Sure, some of those were early adopters of Firefox 2, before the auto-update kicked in. But a surprising number of people stayed on 1.5 until then, going by all the stats I've seen. And then we get into the fuzz factor: some of those downloads are repeats, but there are plenty of installs that won't be counted: downloads from third-party mirrors. Linux distribution CDs. Single downloads that are then copied out to multiple computers via USB thumbdrive or LAN shares.
So while it doesn't tell you how many users they have (and Mozilla didn't claim that it did), it does tell you that people are still looking for Firefox and still trying it out in large numbers.

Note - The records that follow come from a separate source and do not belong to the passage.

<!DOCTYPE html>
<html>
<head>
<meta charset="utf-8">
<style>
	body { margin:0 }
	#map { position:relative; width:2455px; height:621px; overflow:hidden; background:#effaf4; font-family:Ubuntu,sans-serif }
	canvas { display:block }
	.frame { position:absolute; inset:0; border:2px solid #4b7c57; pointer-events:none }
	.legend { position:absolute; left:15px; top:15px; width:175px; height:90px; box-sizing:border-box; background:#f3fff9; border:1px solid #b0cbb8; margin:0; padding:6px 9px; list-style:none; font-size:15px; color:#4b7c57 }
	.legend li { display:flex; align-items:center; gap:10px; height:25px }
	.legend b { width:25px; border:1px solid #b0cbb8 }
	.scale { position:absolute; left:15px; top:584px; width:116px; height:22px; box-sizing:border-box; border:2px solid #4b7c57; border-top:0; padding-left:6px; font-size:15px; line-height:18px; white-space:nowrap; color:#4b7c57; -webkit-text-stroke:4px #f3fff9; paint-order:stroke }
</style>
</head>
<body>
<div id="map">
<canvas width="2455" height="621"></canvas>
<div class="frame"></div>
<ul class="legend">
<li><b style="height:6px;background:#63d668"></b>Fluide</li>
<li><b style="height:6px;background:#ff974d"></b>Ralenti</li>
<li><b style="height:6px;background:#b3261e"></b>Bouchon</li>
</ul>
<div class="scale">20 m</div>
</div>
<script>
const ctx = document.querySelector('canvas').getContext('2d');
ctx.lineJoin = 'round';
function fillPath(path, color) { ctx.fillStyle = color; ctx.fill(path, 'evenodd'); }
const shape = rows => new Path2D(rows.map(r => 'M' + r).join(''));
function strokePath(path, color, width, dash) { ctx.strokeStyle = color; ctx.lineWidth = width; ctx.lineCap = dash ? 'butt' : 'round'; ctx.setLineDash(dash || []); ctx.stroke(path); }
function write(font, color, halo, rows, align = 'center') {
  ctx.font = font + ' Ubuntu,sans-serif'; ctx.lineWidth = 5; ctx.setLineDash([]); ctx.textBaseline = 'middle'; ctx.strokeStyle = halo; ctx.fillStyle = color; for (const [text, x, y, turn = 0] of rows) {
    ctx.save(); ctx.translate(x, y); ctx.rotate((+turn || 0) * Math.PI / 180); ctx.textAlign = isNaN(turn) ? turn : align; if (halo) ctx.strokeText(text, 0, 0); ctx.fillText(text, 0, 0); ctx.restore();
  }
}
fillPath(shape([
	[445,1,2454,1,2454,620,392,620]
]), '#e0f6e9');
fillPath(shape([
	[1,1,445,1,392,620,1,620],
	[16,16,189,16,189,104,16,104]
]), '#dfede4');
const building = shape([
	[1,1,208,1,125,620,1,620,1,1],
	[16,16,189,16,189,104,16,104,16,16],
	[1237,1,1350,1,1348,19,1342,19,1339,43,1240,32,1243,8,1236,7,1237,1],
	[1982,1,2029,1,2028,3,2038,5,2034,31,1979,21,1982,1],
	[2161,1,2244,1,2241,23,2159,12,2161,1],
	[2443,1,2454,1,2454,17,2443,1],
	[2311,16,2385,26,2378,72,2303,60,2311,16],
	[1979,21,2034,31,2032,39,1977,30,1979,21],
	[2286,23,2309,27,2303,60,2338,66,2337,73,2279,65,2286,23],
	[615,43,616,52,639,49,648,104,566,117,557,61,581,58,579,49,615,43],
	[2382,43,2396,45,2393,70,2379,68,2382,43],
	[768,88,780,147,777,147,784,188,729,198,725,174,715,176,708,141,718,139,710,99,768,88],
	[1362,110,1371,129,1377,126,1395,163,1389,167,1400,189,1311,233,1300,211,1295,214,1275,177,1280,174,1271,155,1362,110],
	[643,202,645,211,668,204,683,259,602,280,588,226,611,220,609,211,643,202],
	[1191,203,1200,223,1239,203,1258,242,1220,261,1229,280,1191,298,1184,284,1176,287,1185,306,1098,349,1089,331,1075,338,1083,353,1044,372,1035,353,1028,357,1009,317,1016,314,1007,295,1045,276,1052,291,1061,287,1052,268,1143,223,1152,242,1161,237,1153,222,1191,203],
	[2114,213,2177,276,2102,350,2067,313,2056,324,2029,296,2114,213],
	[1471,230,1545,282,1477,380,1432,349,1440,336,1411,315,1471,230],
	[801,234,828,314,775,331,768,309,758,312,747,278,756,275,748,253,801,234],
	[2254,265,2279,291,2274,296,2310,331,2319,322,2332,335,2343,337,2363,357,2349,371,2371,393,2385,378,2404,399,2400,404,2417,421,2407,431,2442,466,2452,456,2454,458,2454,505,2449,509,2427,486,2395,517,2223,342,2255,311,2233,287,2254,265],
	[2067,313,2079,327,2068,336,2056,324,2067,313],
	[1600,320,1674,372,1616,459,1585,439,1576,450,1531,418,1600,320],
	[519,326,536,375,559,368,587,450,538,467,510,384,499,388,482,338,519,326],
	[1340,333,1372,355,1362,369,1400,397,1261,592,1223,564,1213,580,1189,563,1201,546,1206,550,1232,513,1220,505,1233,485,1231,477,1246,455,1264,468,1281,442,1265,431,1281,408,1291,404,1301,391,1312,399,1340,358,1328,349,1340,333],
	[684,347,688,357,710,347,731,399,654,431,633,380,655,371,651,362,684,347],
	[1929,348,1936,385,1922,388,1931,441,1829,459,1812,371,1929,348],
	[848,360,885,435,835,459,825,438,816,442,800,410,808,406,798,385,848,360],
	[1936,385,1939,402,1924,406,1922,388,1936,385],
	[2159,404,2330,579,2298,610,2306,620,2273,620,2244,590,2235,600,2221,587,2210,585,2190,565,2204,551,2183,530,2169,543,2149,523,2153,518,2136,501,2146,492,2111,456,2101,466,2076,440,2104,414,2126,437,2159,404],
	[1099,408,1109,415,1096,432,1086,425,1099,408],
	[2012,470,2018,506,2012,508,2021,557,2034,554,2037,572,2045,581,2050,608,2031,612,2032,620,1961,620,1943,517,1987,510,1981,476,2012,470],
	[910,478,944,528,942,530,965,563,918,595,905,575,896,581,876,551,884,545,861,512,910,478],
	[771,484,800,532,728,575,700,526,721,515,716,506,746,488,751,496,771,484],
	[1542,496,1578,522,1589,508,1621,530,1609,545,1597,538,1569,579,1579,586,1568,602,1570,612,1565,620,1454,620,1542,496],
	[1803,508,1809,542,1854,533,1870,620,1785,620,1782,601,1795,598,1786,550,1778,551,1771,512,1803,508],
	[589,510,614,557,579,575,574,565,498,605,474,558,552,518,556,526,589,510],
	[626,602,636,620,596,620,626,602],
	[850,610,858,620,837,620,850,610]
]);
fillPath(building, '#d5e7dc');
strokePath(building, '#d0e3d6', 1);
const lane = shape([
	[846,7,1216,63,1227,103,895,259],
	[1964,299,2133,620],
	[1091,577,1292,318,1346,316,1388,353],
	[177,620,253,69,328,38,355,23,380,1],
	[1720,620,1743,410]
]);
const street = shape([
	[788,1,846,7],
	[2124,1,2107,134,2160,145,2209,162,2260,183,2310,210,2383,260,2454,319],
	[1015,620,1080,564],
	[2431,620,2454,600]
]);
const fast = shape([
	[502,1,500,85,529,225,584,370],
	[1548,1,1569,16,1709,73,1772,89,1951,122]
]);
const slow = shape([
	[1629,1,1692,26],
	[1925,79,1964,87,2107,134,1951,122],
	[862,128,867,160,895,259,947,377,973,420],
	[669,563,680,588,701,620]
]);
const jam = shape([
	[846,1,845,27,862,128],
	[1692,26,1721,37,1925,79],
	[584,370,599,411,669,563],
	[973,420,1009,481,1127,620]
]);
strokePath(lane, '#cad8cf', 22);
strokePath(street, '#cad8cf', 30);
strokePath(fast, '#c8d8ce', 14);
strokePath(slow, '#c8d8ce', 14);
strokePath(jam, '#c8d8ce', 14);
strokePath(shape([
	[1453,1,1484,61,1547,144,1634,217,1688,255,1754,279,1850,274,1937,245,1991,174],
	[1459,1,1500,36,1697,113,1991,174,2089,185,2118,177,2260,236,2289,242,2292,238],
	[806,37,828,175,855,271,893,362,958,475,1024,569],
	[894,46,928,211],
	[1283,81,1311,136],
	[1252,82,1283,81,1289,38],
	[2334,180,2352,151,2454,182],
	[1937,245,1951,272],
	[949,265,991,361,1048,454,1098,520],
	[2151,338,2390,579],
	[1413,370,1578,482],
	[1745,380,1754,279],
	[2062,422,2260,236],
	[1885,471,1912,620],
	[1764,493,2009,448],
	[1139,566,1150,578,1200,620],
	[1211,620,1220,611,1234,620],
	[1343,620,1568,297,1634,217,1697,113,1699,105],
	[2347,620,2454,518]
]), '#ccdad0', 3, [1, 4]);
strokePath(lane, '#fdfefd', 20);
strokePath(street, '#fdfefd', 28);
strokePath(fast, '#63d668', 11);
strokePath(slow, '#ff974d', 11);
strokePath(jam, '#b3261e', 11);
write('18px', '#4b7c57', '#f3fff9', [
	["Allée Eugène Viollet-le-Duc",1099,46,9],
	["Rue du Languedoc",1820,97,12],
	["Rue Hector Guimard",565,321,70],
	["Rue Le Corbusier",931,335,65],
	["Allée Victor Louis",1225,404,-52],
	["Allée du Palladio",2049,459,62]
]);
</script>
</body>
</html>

As for how many people are actively using it, Mozilla currently estimates 120 million.
Firefox has never really done much for me. I can't really say why. Some of it is the loading time when you launch it, some of it is how the layout gets under my skin. I've had a few bad experiences with it in the past, too. I just never took to it.
:P
However, I did decide to try Opera 9.23. I hadn't tried Opera in quite some time. I have to say, I'm pleasantly surprised, and really happy with the way Opera works. So, yeah, I guess I'm one of those weirdo Opera users now.
(No real point to the post, I'm just really digging Opera.)
I have had to uninstall it twice already because other packages I have download to try installed it automatically without even asking me. Each time I uninstalled I let them know that this is the worst kind of SPAM and damages their reputation severely!
At this rate, every man, woman and child will have downloaded Firefox by 2019.
I have to say that I tried and moved to Firefox when I started to use MSIE 7 and can't imagine switching back.
VirtualWorldsHub.com - News, forums, resources
I'm just going to go ahead and predict the future and say that as Dell and others continue to offer Ubuntu, and start offering them for CHEAPER, since you save money on the OS (market economics dictate that this WILL happen, eventually), and as Ubuntu continues to improve and outshine Windows across the board (compiz>aero, firefox>IE, Pidgin>MSN, Thunderbird>Outlook, Gimp>Paint, Open Office (free)> MS Office (paid)), more people will BY DEFAULT be running Firefox, and then the market share will REALLY start to climb. Firefox is probably nearly as high as it can get considering the amount of n00bs out there that think the big blue E is their Internet. But as Vista continues to tank and suck, and Ubuntu continues to dominate, grow and improve......
Well, let's just hope Canonical realizes soon for all of us that Thunderbird is a better choice than that other crap email client and accelerate the process.
Firefox is definitely ftw, even if it takes another 5 years (which it might!).
I hold very few opinions. I hold information based on observation and fact. If you wish to disagree, please use facts.
I downloaded it for the 400 Millionth time after having to re-install windows that many times!